Erik Larson – The Resounding – Review

Erik Larson

The Resounding (Small Stone)
by Brian Varney

The rock ‘n’ roll solo album is perhaps the most difficult of tricks to successfully pull off. Acting more often than not as emotional vomitoriums for screaming, drug-crazed meatheads to unveil a previously unseen sensitive side with the ultimate goal of scoring with more girls, they very seldom arise out of an actual desire to express something. I don’t really think I need to list examples, but I’m enough of a prick that I will anyway. Not wishing to be too cruel to anyone, I will merely utter two words before moving along: Lou Barlow.
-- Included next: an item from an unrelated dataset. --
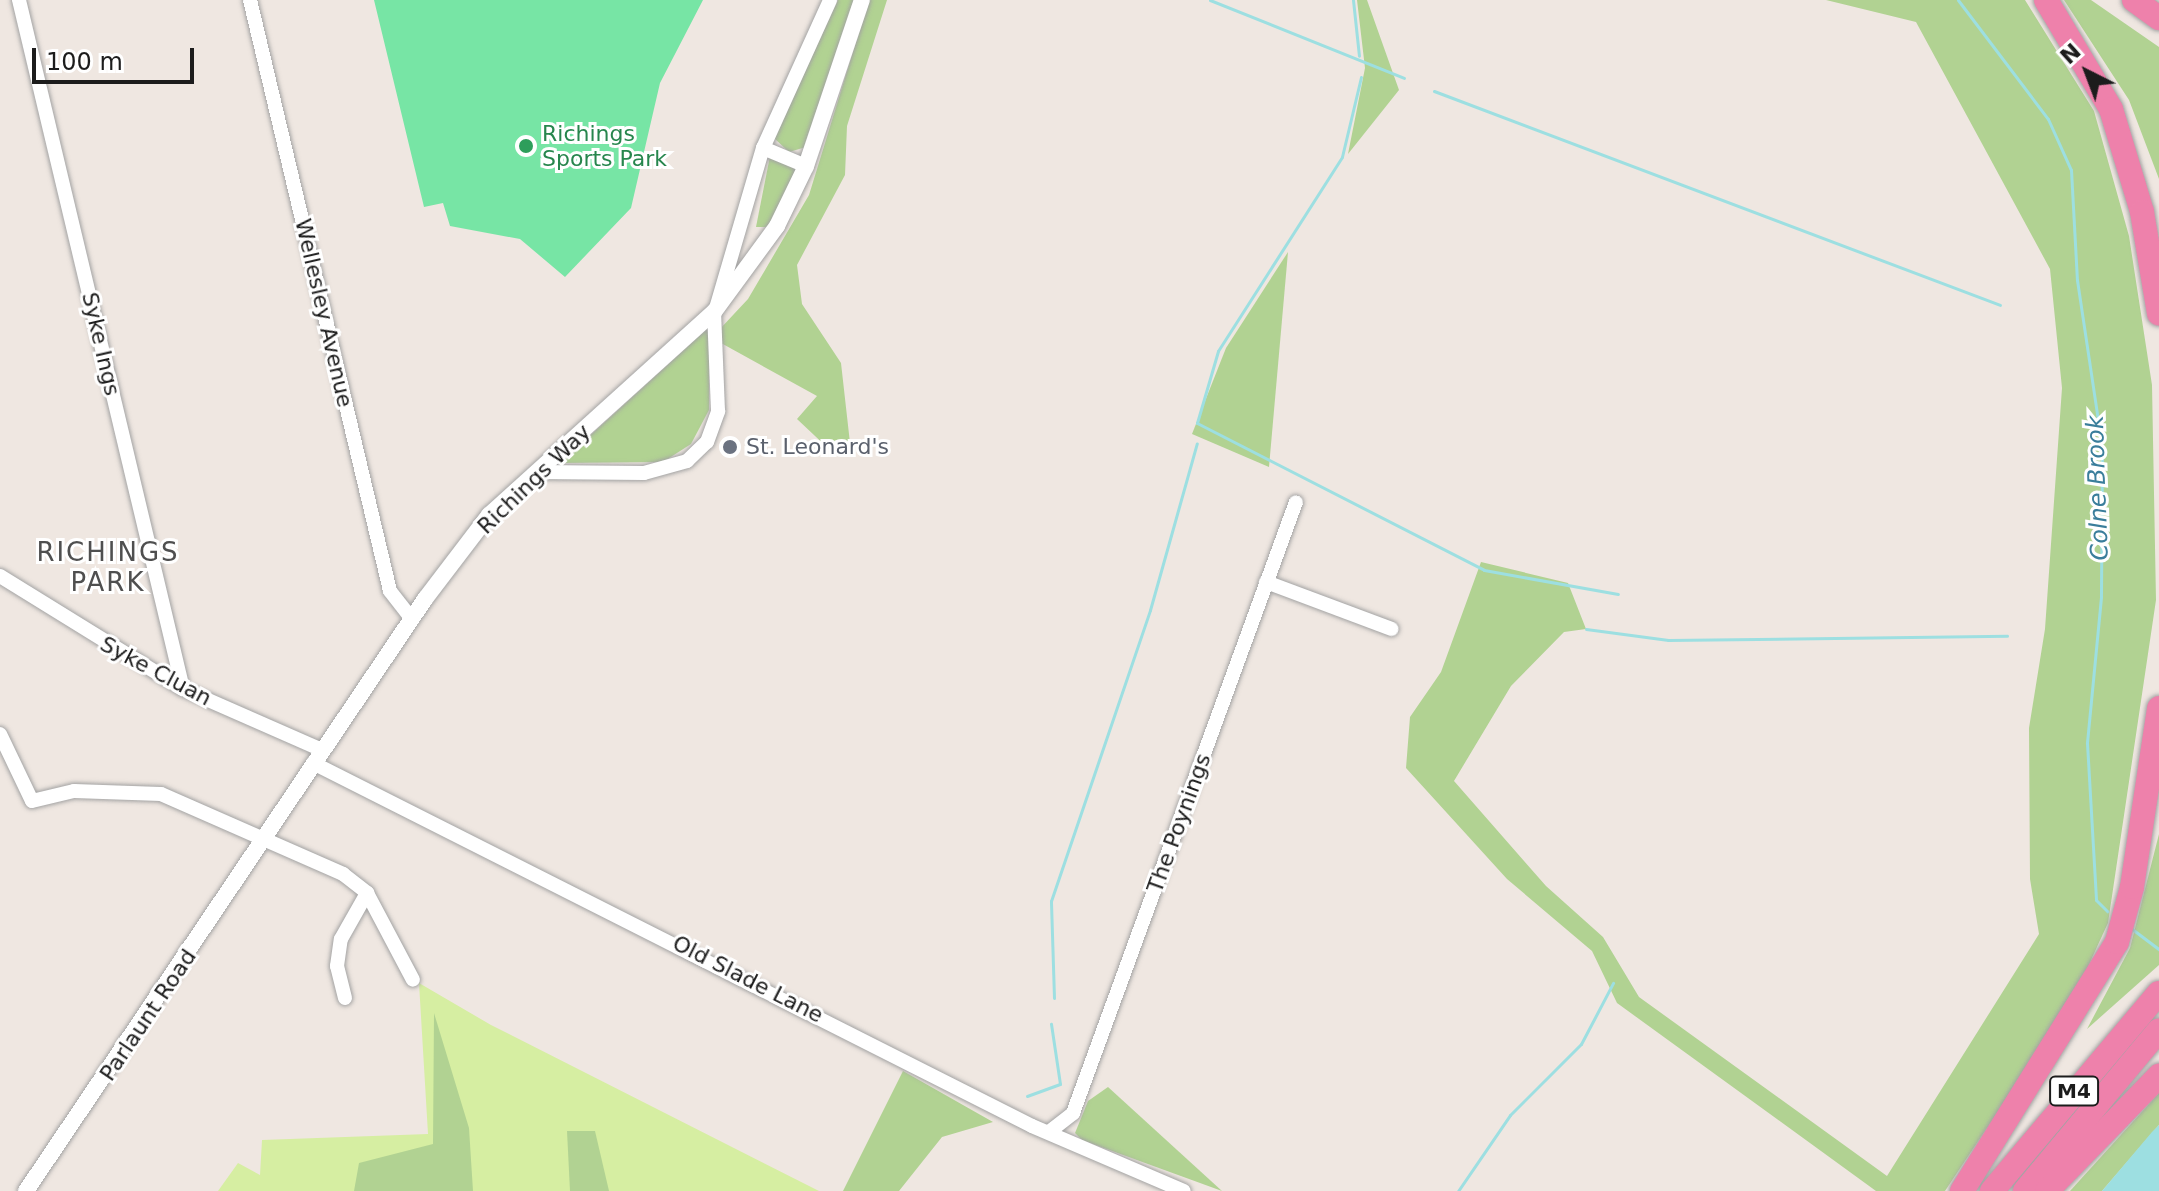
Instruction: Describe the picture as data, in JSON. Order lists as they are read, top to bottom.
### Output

Now then… It’s an honor and a pleasure to report that The Resounding is none of these things. I say it’s a pleasure because I am a very big fan of Erik Larson‘s main gig, Alabama Thunderpussy (or, as they are referred to in front of parents and square co-workers, ATP). Considering, however, that it took quite awhile for ATP to grow on me, I wasn’t sure how I’d react to this album.

The Resounding is exactly what a solo album should be, which is to say it’s an outpouring of ideas and emotions which don’t really fit what the main band is doing. I don’t really know who does what as far as ATP’s songwriting goes and, though that band’s vocalist Johnny Throckmorton does have an excellent, versatile voice, I have no idea what any of the band’s songs are about. Therefore, I have no idea if Erik contributes songs to ATP and, if so, if those songs are as obliquely personal as these, so I can’t say whether or not this truly represents Erik branching into uncharted lyrical territory.
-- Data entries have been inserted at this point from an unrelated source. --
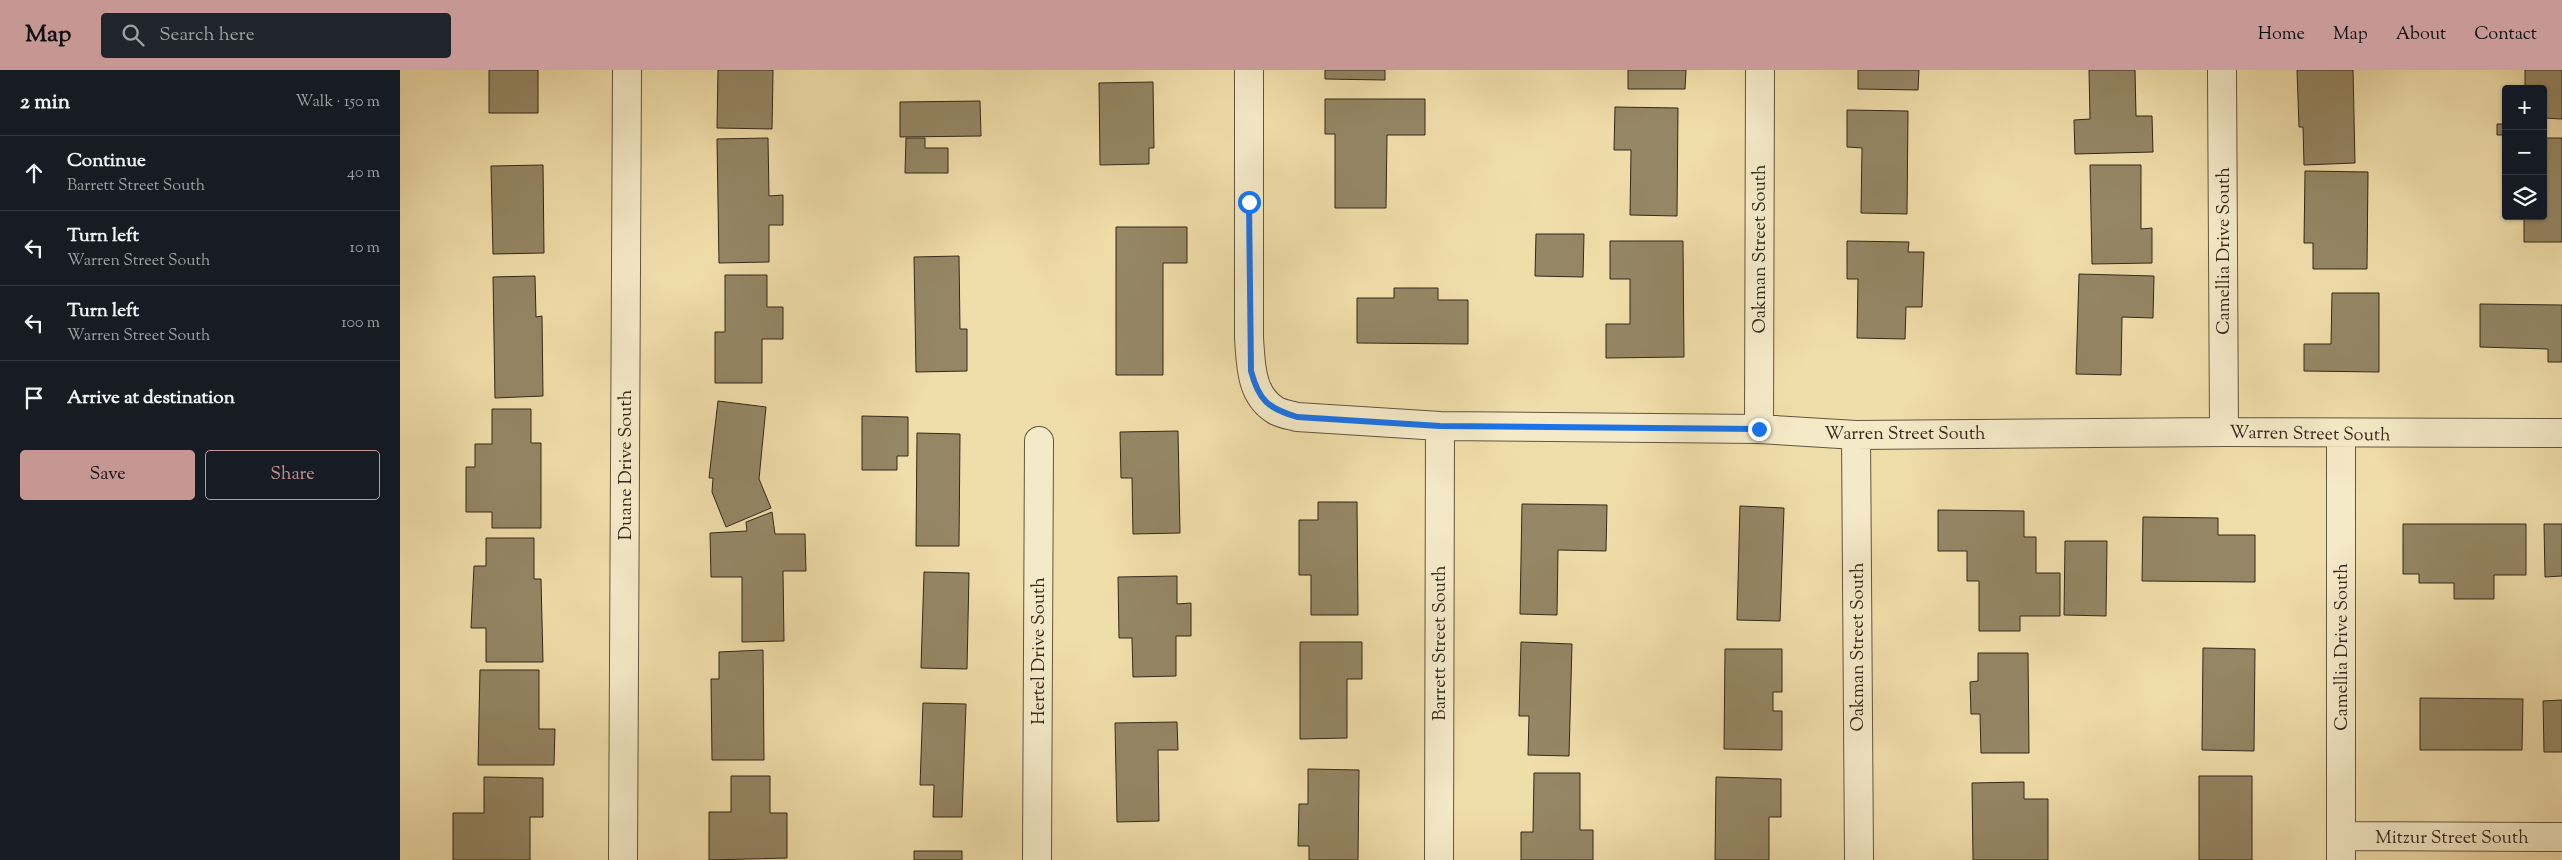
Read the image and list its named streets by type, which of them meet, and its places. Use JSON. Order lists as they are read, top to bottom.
{
  "streets": {
    "street": [
      "Oakman Street South",
      "Camellia Drive South",
      "Warren Street South",
      "Duane Drive South",
      "Barrett Street South",
      "Hertel Drive South",
      "Mitzur Street South"
    ]
  },
  "crossings": [
    ["Oakman Street South", "Warren Street South"],
    ["Camellia Drive South", "Warren Street South"],
    ["Camellia Drive South", "Mitzur Street South"],
    ["Warren Street South", "Barrett Street South"]
  ],
  "page": {
    "header": "Map",
    "search": "Search here",
    "nav": [
      "Home",
      "Map",
      "About",
      "Contact"
    ],
    "heading": ["2 min", "Walk · 150 m"],
    "map_buttons": ["+", "−"],
    "list": [
      ["Continue", "Barrett Street South", "40 m"],
      ["Turn left", "Warren Street South", "10 m"],
      ["Turn left", "Warren Street South", "100 m"],
      "Arrive at destination"
    ],
    "buttons": ["Save", "Share"]
  }
}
There are unquestionable similarities between the two, which shouldn’t come as too much of a surprise since Erik’s guitar (named Virgil, in case you were wondering) supplies much of the meat of the ATP sound. However, he’s also playing drums and singing (for the first time, apparently) here, and the music includes full-on heavy rock which wouldn’t sound out of place in an ATP set (opener “Mine Never Was,” “Rede,” and the fantastically-titled “I Feel Like Ted Nugent”) as well as non-pukeworthy acoustic melancholia like “Make It” and “Of Storms,” and, amazingly, Larson’s voice fits both styles equally well. I would be remiss in singing this album’s praises without mentioning the fine vocals of Kachina Oxendine, whose fine, Pat Benatar-like wail complements Larson’s gruffness on “Hardest Thing to Write About” and elsewhere.
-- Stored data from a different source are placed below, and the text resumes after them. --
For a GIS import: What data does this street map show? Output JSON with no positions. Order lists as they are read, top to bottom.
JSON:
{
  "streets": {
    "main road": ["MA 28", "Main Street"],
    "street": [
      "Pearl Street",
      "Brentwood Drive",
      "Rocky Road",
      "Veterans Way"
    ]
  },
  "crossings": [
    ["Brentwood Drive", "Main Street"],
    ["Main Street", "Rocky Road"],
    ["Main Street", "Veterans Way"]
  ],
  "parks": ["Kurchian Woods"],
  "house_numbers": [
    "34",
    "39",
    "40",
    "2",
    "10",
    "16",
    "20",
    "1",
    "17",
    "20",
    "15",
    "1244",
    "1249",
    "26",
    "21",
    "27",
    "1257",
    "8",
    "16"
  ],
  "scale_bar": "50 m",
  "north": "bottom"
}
Sounds like a recipe for an all-over-the-map splatterfest, but it actually holds together quite well as an unflinchingly introspective, deeply personal album that never resorts to the nauseating navel-gazing of so many so-called “songwriter” types, while also managing to rock like two jackrabbits a-humpin’, something which doesn’t happen nearly as often as it should.